» Goal of the exercise:
Word for word, transcribe the data below from the line with "M14 353C29 351" to the line with "448 658 536", keeping both of those lines.

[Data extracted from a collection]
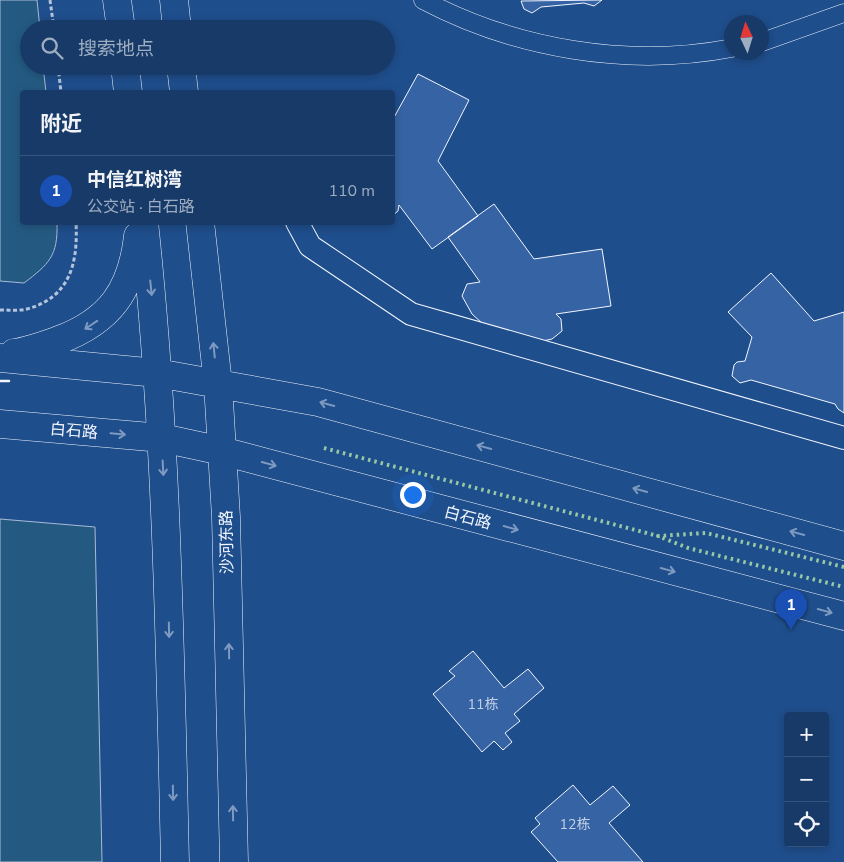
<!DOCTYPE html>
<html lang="zh">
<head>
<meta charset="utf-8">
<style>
  :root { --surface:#173a69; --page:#244571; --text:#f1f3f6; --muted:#9eadc0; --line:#36547d; --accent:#8abfa5 }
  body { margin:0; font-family:"Nunito Sans","Noto Sans SC",sans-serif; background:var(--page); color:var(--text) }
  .controls { position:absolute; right:15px; bottom:15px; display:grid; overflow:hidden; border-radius:5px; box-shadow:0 2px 8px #0003 }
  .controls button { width:45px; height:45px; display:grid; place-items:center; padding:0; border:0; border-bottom:1px solid var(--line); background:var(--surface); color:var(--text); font:25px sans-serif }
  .compass { position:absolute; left:724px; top:15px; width:45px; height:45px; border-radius:50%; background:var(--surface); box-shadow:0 2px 8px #0003; rotate:356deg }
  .you { position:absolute; left:412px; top:494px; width:18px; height:18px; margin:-12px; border:4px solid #fff; border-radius:50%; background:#1a73e8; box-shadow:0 0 0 8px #1a73e833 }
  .badge { display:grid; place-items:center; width:32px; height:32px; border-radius:50%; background:var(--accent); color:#fff; font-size:16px; font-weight:700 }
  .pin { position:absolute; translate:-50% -41px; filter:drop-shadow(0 1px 2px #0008) }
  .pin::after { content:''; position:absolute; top:26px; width:18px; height:15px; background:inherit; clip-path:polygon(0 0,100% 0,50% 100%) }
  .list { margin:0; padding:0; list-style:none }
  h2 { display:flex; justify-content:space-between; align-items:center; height:65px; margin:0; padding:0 20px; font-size:21px }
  h2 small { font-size:16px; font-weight:400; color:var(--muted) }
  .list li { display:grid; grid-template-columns:32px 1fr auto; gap:15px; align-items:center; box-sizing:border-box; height:70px; padding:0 20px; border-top:1px solid var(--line) }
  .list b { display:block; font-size:19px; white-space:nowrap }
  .list p { margin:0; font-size:16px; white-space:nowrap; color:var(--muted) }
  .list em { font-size:16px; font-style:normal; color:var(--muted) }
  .icon { flex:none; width:28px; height:28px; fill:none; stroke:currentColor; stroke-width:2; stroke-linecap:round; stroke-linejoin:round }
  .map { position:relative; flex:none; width:844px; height:862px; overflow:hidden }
  .search { position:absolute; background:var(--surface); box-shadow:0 2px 8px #0003; left:20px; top:20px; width:375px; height:55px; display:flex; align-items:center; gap:12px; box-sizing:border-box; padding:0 18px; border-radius:28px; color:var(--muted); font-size:19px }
  .panel { position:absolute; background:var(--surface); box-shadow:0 2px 8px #0003; left:20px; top:90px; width:375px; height:135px; border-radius:5px }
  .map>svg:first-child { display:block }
</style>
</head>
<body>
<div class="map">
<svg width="844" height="862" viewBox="0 0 844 862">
  <rect width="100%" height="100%" fill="#1f4e8c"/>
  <path fill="#245a82" stroke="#a8bbd7" d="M0 0H37L40 29H29V66H43L46 92H22V222L57 223C58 256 49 264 24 283L0 281Z
    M0 519 95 527 102 862H0Z"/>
  <path fill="#3563a3" stroke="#f2f6ff" d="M602 0 594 6 584 3 541 7 532 13 524 9 521 1Z
    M418 74 469 100 438 161 478 216 432 249 399 205 398 211 392 216V121Z
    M494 204 534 259 602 249 611 306 556 314 561 319 562 331 552 339 538 342 483 324 472 314 462 296 467 284 480 282 448 237Z
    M771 273 814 321 844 312V413L838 409 835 404 751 380 740 383 732 376 734 365 737 362 745 361 752 337 728 312Z
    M473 651 504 688 528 669 544 688 514 714 520 721 505 733 512 742 503 750 494 741 482 752 433 694 455 676 449 671Z
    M573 785 590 805 613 786 630 805 609 823 643 862H558L531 832 540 824 535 818Z"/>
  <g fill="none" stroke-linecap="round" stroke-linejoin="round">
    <defs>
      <path id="pedestrian" d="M423 0C516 49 628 68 732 48
        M762 42 844 13"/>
      <path id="minor" d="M297 222 310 246 411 314 844 438"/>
      <path id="primary" d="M117 0 121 29
        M174 0 177 29
        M125 66 128 92
        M181 66 184 92
        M144 222C167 435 170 648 175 862
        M200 222 218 384 226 517 234 862
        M14 353C29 351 45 345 59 340 110 321 132 290 138 236
        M0 358 157 373 318 402 844 546
        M0 424 162 438 222 451 844 616"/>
    </defs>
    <use href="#pedestrian" stroke="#f2f6ff" stroke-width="19"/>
    <use href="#minor" stroke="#f2f6ff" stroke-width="24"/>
    <use href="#primary" stroke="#f2f6ff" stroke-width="29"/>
    <path stroke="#b3c4dc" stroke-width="3" stroke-dasharray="4 2.5" stroke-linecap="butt" d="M50 0 54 29
      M58 66 61 92
      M0 310C9 310 19 311 27 309 71 297 78 262 76 222"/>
    <use href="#pedestrian" stroke="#1f4e8c" stroke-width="18"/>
    <use href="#minor" stroke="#1f4e8c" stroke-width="22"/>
    <use href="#primary" stroke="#1f4e8c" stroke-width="28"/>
    <path stroke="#97c8a6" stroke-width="4" stroke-dasharray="2.5 4" stroke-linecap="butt" d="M324 448 658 536
      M844 567 706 533 658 536 688 548 844 587"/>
    <path stroke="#f2f6ff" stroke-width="2.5" d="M0 381H9"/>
  </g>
  <defs><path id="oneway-shaft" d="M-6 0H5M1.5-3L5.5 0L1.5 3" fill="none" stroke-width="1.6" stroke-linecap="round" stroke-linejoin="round" transform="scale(1.25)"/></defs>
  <g stroke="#7e9ac0">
    <use href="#oneway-shaft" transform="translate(151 288) rotate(84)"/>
    <use href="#oneway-shaft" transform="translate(91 325) rotate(146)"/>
    <use href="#oneway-shaft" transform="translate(214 350) rotate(-96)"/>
    <use href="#oneway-shaft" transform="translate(327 404) rotate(-165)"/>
    <use href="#oneway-shaft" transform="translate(118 434) rotate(5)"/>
    <use href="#oneway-shaft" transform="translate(484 447) rotate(-165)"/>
    <use href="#oneway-shaft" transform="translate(269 464) rotate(15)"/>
    <use href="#oneway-shaft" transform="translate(163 468) rotate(87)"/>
    <use href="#oneway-shaft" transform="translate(640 490) rotate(-165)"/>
    <use href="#oneway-shaft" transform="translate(511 528) rotate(15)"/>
    <use href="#oneway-shaft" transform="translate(797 533) rotate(-165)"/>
    <use href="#oneway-shaft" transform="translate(668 570) rotate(15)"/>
    <use href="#oneway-shaft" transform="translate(825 611) rotate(15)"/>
    <use href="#oneway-shaft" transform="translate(169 630) rotate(89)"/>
    <use href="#oneway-shaft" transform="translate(229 651) rotate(-91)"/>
    <use href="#oneway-shaft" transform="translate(173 793) rotate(89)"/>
    <use href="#oneway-shaft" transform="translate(233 813) rotate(-91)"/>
  </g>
  <g text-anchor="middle" stroke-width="4" stroke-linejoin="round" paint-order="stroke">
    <g font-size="14" fill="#c3d1e8">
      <text x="483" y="709">11栋</text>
      <text x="575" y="829">12栋</text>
    </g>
    <g font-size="16" fill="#f2f6ff" stroke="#1f4e8c">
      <text transform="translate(74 430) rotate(5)" y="6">白石路</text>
      <text transform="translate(468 517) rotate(15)" y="6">白石路</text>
      <text transform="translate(226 542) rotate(-91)" y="6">沙河东路</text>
    </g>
  </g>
</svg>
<div class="controls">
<button>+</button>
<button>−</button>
<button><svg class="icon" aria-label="locate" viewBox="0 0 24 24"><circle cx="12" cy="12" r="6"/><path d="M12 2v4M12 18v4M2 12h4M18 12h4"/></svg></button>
</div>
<svg class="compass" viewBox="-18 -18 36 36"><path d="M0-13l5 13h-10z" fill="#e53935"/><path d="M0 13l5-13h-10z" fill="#9eadc0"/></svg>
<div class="you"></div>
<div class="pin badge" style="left:791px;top:630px;background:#1a4fb4">1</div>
<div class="search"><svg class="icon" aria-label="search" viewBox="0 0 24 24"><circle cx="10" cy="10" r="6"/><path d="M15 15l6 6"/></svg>搜索地点</div>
<section class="panel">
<h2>附近<small></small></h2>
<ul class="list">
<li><span class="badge" style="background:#1a4fb4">1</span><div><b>中信红树湾</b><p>公交站 · 白石路</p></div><em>110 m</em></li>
</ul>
</section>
</div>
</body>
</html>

» Expected output:
        M14 353C29 351 45 345 59 340 110 321 132 290 138 236
        M0 358 157 373 318 402 844 546
        M0 424 162 438 222 451 844 616"/>
    </defs>
    <use href="#pedestrian" stroke="#f2f6ff" stroke-width="19"/>
    <use href="#minor" stroke="#f2f6ff" stroke-width="24"/>
    <use href="#primary" stroke="#f2f6ff" stroke-width="29"/>
    <path stroke="#b3c4dc" stroke-width="3" stroke-dasharray="4 2.5" stroke-linecap="butt" d="M50 0 54 29
      M58 66 61 92
      M0 310C9 310 19 311 27 309 71 297 78 262 76 222"/>
    <use href="#pedestrian" stroke="#1f4e8c" stroke-width="18"/>
    <use href="#minor" stroke="#1f4e8c" stroke-width="22"/>
    <use href="#primary" stroke="#1f4e8c" stroke-width="28"/>
    <path stroke="#97c8a6" stroke-width="4" stroke-dasharray="2.5 4" stroke-linecap="butt" d="M324 448 658 536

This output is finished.